_Problem_:
Lines from the line with "M1380,107L1398,111L1286,174L1273,176L1262,174Z" to the line with "M520 183a9 9 0 1 1 18 0a9 9 0 1 1-18 0Z" in the entries below, and only those, must be output exactly, with both ends included.

[Data for this task]

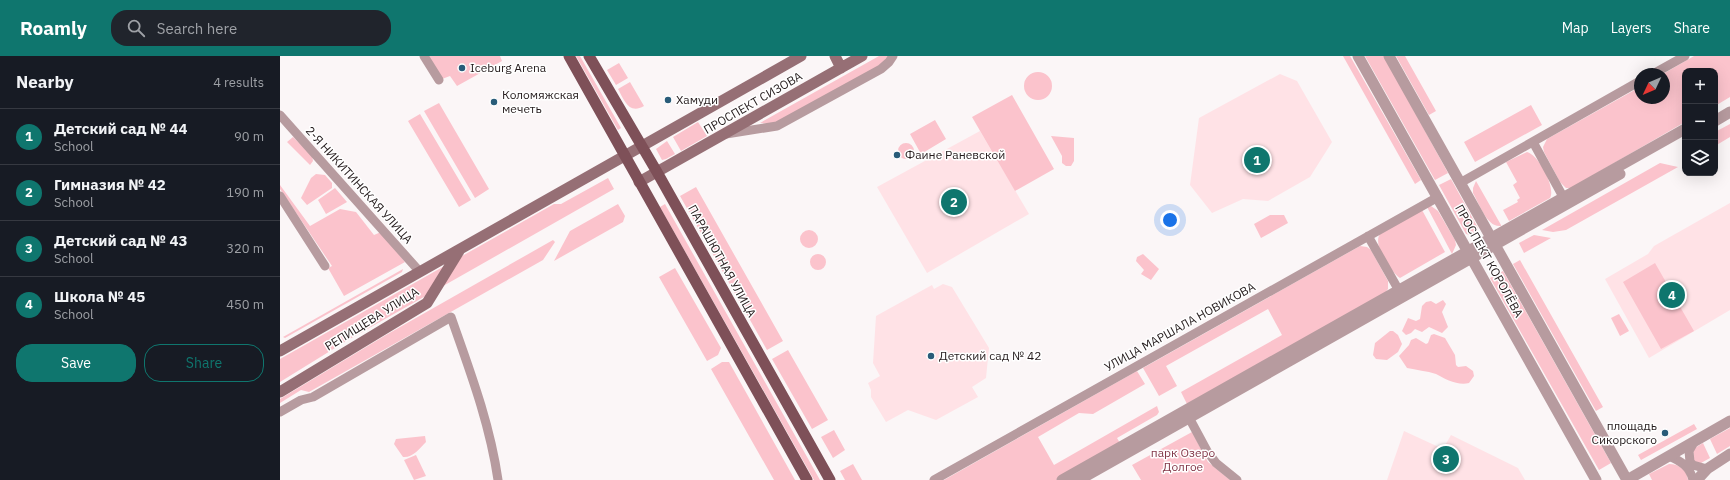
<!DOCTYPE html>
<meta charset="utf-8">
<style>
:root{--surface:#171b24;--page:#20242c;--text:#f1f3f6;--muted:#9ea1a6;--line:#363941;--accent:#0f766e}
body{margin:0;font-family:"IBM Plex Sans",sans-serif;background:var(--page);color:var(--text)}
.controls{position:absolute;right:12px;top:12px;display:grid;overflow:hidden;border-radius:8px;box-shadow:0 4px 16px #0002}
.controls button{width:36px;height:36px;display:grid;place-items:center;padding:0;border:0;border-bottom:1px solid var(--line);background:var(--surface);color:var(--text);font:20px sans-serif}
.compass{position:absolute;left:1354px;top:12px;width:36px;height:36px;border-radius:50%;background:var(--surface);box-shadow:0 4px 16px #0002;rotate:226deg}
.you{position:absolute;left:890px;top:164px;width:14px;height:14px;margin:-10px;border:3px solid #fff;border-radius:50%;background:#1a73e8;box-shadow:0 0 0 6px #1a73e833}
.badge{display:grid;place-items:center;width:26px;height:26px;border-radius:50%;background:var(--accent);color:#fff;font-size:13px;font-weight:700}
.pin{position:absolute;translate:-50% -50%;border:2px solid #fff;box-shadow:0 1px 4px #0006}
.list{margin:0;padding:0;list-style:none}
h2{display:flex;justify-content:space-between;align-items:center;height:52px;margin:0;padding:0 16px;font-size:17px}
h2 small{font-size:13px;font-weight:400;color:var(--muted)}
.list li{display:grid;grid-template-columns:26px 1fr auto;gap:12px;align-items:center;box-sizing:border-box;height:56px;padding:0 16px;border-top:1px solid var(--line)}
.list b{display:block;font-size:15px;white-space:nowrap}
.list p{margin:0;font-size:13px;white-space:nowrap;color:var(--muted)}
.list em{font-size:13px;font-style:normal;color:var(--muted)}
.actions{display:flex;gap:8px;padding:12px 16px}
.actions a{flex:1;padding:9px 0;border:1px solid var(--accent);border-radius:16px;text-align:center;font-size:14px;color:var(--accent)}
.actions .main{background:var(--accent);color:#fff}
.icon{flex:none;width:22px;height:22px;fill:none;stroke:currentColor;stroke-width:2;stroke-linecap:round;stroke-linejoin:round}
.map{position:relative;flex:none;width:1450px;height:424px;overflow:hidden}
header{display:flex;align-items:center;gap:24px;box-sizing:border-box;height:56px;padding:0 20px;background:var(--accent);color:#fff}
header strong{font-size:19px}
nav{display:flex;gap:22px;margin-inline-start:auto;font-size:14px}
.search{width:280px;height:36px;background:var(--page);display:flex;align-items:center;gap:10px;box-sizing:border-box;padding:0 14px;border-radius:16px;color:var(--muted);font-size:15px}
main{display:flex}
aside{flex:1;background:var(--surface)}
.map>svg:first-child{display:block}
</style>
<header>
<strong>Roamly</strong>
<div class="search"><svg class="icon" aria-label="search" viewBox="0 0 24 24"><circle cx="10" cy="10" r="6"/><path d="M15 15l6 6"/></svg>Search here</div>
<nav><a>Map</a><a>Layers</a><a>Share</a></nav>
</header>
<main>
<aside>
<h2>Nearby<small>4 results</small></h2>
<ul class="list">
<li><span class="badge">1</span><div><b>Детский сад № 44</b><p>School</p></div><em>90 m</em></li>
<li><span class="badge">2</span><div><b>Гимназия № 42</b><p>School</p></div><em>190 m</em></li>
<li><span class="badge">3</span><div><b>Детский сад № 43</b><p>School</p></div><em>320 m</em></li>
<li><span class="badge">4</span><div><b>Школа № 45</b><p>School</p></div><em>450 m</em></li>
</ul>
<div class="actions"><a class="main">Save</a><a>Share</a></div>
</aside>
<div class="map">
<svg width="1450" height="424" viewBox="0 0 1450 424">
<rect width="100%" height="100%" fill="#fbf6f7"/>
<!-- built -->
<path fill="#ffe2e6" d="M1000,18L1017,25L1052,86L1030,121L988,145L963,143L932,157L910,129L919,62Z
M700,75L749,158L647,217L597,131Z
M1450,147V254L1369,302L1325,223L1368,198L1374,190Z
M663,228L672,231L709,292L706,322L692,331L698,341L656,364L628,354L606,366L591,341V334L588,327L600,320L593,307L596,260L652,229L654,233Z
M1124,375L1163,393L1171,379L1238,412L1245,424H1107Z"/>
<!-- green -->
<path fill="#fbc3cc" d="M148,0H220L222,5L177,30L170,20L162,23Z
M296,0H300L341,72L338,74Z
M599,0H609L600,10L496,68L480,67Z
M1063,0H1070L1141,124L1135,128Z
M1085,0H1104L1168,117L1155,124Z
M1116,0H1125L1156,55L1149,59Z
M1414,0H1450V41L1435,50V15H1405V66L1291,132H1286L1280,126L1264,96L1263,91L1267,83L1360,31V42H1384V18H1383Z
M339,7L348,22L336,29L327,14Z
M744 30a14 14 0 1 1 28 0a14 14 0 1 1-28 0Z
M350,26L364,50C349,59 344,44 338,33Z
M732,39L774,113L735,135L692,61Z
M159,47L209,133L195,142L144,55Z
M1251,49L1262,69L1195,106L1184,86Z
M140,58L191,144L179,151L128,65Z
M655,64L666,83L641,98L630,78Z
M418,66L427,80L401,95L393,81Z
M1450,68V81L1435,90V76Z
M771,80L794,82V105L791,110H786L782,107V100Z
M13,81L32,99L33,105L30,109L7,86Z
M387,85L395,98L386,103L382,104L376,93Z
M618 95a8 8 0 1 1 16 0a8 8 0 1 1-16 0Z
M1247,96C1259,99 1276,132 1270,142L1229,165L1223,154L1238,146L1237,144L1240,142L1233,129L1237,126L1226,106Z
M1380,107L1398,111L1286,174L1273,176L1262,174Z
M36,118L45,119L52,127V132L27,149L21,142L31,122Z
M328,122L334,133L68,284L0,326V303L274,148H281Z
M1171,123L1198,172L1197,178L1194,180L1186,178L1159,129Z
M1196,125L1221,169V170C1207,172 1199,147 1193,137V132Z
M0,129L30,170L60,153L76,156L94,179L101,176L125,206L64,240L48,212L52,210L0,133Z
M416,131L503,285L487,294L400,140Z
M55,132L67,146L46,158L38,144Z
M338,148L345,160L343,166L274,205L290,175Z
M385,148L540,424H534L380,151Z
M1151,150L1158,155L1175,184L1176,189L1172,198L1147,151Z
M1142,154L1165,196L1120,222C1111,216 1092,189 1100,178Z
M990,159H1004L1008,167L981,182L974,168Z
M520 183a9 9 0 1 1 18 0a9 9 0 1 1-18 0Z
M1254,179L1271,182L1244,197L1239,187Z
M273,184L275,186L263,204L29,336L21,334L0,347V343L106,279Z
M1080,190L1087,191L1091,194L1108,225V233L1105,237L907,348L901,336L1002,279L988,253L886,310L897,330L879,340L863,312Z
M530 206a8 8 0 1 1 16 0a8 8 0 1 1-16 0Z
M863,198L879,213L871,224L861,218L864,214L856,205L857,201Z
M1240,204L1323,351L1316,355L1233,208Z
M1375,207L1414,275L1381,293L1343,226Z
M395,212L441,292L438,299L427,305L379,221Z
M123,213L122,216L5,282L3,281Z
M1223,215L1331,407L1319,414L1210,222Z
M1163,244L1166,248L1162,256L1168,271L1162,277L1149,271L1142,276L1135,273L1131,277L1126,279L1122,275L1128,262L1136,265L1140,263L1142,250L1146,246L1151,245L1156,248Z
M1339,258L1349,275L1340,280L1331,262Z
M1110,275H1113L1118,279L1122,288L1118,296L1107,304L1096,303L1093,299L1095,287Z
M1154,278L1165,282L1175,299L1176,309L1178,311L1186,310L1193,315L1194,320L1189,327C1178,330 1165,323 1156,318C1147,315 1136,314 1127,312L1119,300L1129,289L1131,284L1136,282L1146,288L1148,287L1151,279Z
M508,294L548,364L532,373L492,303Z
M442,306H449L515,424H494L431,313Z
M857,315L865,328L813,358L799,357L758,381L774,409L877,350L879,356L877,359L837,382L840,387L776,424H664Z
M1414,368L1417,373L1361,404L1358,399Z
M1450,372V390L1437,398L1430,383Z
M554,374L565,394L553,402L541,381Z
M912,376L928,406L950,424H861L852,409Z
M145,380L146,386C140,392 133,402 123,401L114,388L116,383Z
M1423,387L1430,402L1421,407L1414,406L1413,393Z
M136,399L146,420L134,424L124,404Z
M573,408L582,424H565L560,415Z
M1389,408C1399,408 1407,414 1408,424H1372L1369,418Z"/>
<g fill="none" stroke-linecap="round" stroke-linejoin="round">
<!-- minor -->
<path stroke="#b79b9f" stroke-width="9" d="M144,0L159,24
M1373,18L1405,0
M0,59L140,216
M446,78L497,70L601,13L609,6L613,0
M1253,86L1287,148
M1180,127L1360,25
M0,140L45,210
M1088,180L1122,240
M0,356L21,344L33,341L171,261C190,315 210,368 218,424
M906,356L927,395L936,407L957,424
M1414,386L1409,395L1410,406L1413,409L1427,413
M1389,400C1401,405 1410,411 1413,424
M654,424L1158,141"/>
<!-- tertiary -->
<path stroke="#b79b9f" stroke-width="11" d="M1078,0L1316,424
M1109,0L1347,424
M1435,65L1450,56
M782,424L1405,73
M799,424L1340,118
M1347,424L1450,365
M1417,424L1427,413L1450,398"/>
<!-- secondary -->
<path stroke="#966f75" stroke-width="11" d="M555,0L561,12
M359,126L582,0
M0,295L521,0
M0,336L147,247L179,195"/>
<!-- primary -->
<path stroke="#7e5058" stroke-width="11" d="M289,0L527,424
M309,0L377,116L550,424"/>
</g>
<!-- markers -->
<g fill="#295c79" stroke="#fff" stroke-width="1.5">
<circle cx="182" cy="12" r="4"/>
<circle cx="388" cy="44" r="4"/>
<circle cx="214" cy="46" r="4"/>
<circle cx="617" cy="99" r="4"/>
<circle cx="651" cy="300" r="4"/>
<circle cx="1385" cy="377" r="4"/>
</g>
<g text-anchor="middle" stroke-width="3" stroke-linejoin="round" paint-order="stroke">
<!-- poi labels -->
<g font-size="12" fill="#241b1c" stroke="#fff" text-anchor="start">
<text x="190" y="16">Iceburg Arena</text>
<text x="222" y="43">Коломяжская<tspan x="222" dy="14">мечеть</tspan></text>
<text x="396" y="48">Хамуди</text>
<text x="625" y="103">Фаине Раневской</text>
<text x="659" y="304">Детский сад № 42</text>
<text x="1377" y="374" text-anchor="end">площадь<tspan x="1377" dy="14">Сикорского</tspan></text>
</g>
<!-- street labels -->
<g font-size="12" fill="#241b1c" stroke="#fff">
<text transform="translate(473 47) rotate(-30)" y="4">ПРОСПЕКТ СИЗОВА</text>
<text transform="translate(79 129) rotate(48)" y="4">2-Я НИКИТИНСКАЯ УЛИЦА</text>
<text transform="translate(442 205) rotate(61)" y="4">ПАРАШЮТНАЯ УЛИЦА</text>
<text transform="translate(1209 205) rotate(61)" y="4">ПРОСПЕКТ КОРОЛЁВА</text>
<text transform="translate(92 263) rotate(-32)" y="4">РЕПИЩЕВА УЛИЦА</text>
<text transform="translate(900 271) rotate(-29)" y="4">УЛИЦА МАРШАЛА НОВИКОВА</text>
</g>
<!-- park labels -->
<g font-size="12" fill="#823748" stroke="#fff">
<text x="903" y="401">парк Озеро<tspan x="903" dy="14">Долгое</tspan></text>
</g>
</g>
</svg>
<div class="controls">
<button>+</button>
<button>−</button>
<button><svg class="icon" aria-label="layers" viewBox="0 0 24 24"><path d="M12 4l9 5-9 5-9-5zM3 14l9 5 9-5"/></svg></button>
</div>
<svg class="compass" viewBox="-18 -18 36 36"><path d="M0-13l5 13h-10z" fill="#e53935"/><path d="M0 13l5-13h-10z" fill="#9ea1a6"/></svg>
<div class="you"></div>
<div class="pin badge" style="left:977px;top:104px">1</div>
<div class="pin badge" style="left:674px;top:146px">2</div>
<div class="pin badge" style="left:1166px;top:403px">3</div>
<div class="pin badge" style="left:1392px;top:239px">4</div>
</div>
</main>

[/Data for this task]

_Answer for this exercise_:
M1380,107L1398,111L1286,174L1273,176L1262,174Z
M36,118L45,119L52,127V132L27,149L21,142L31,122Z
M328,122L334,133L68,284L0,326V303L274,148H281Z
M1171,123L1198,172L1197,178L1194,180L1186,178L1159,129Z
M1196,125L1221,169V170C1207,172 1199,147 1193,137V132Z
M0,129L30,170L60,153L76,156L94,179L101,176L125,206L64,240L48,212L52,210L0,133Z
M416,131L503,285L487,294L400,140Z
M55,132L67,146L46,158L38,144Z
M338,148L345,160L343,166L274,205L290,175Z
M385,148L540,424H534L380,151Z
M1151,150L1158,155L1175,184L1176,189L1172,198L1147,151Z
M1142,154L1165,196L1120,222C1111,216 1092,189 1100,178Z
M990,159H1004L1008,167L981,182L974,168Z
M520 183a9 9 0 1 1 18 0a9 9 0 1 1-18 0Z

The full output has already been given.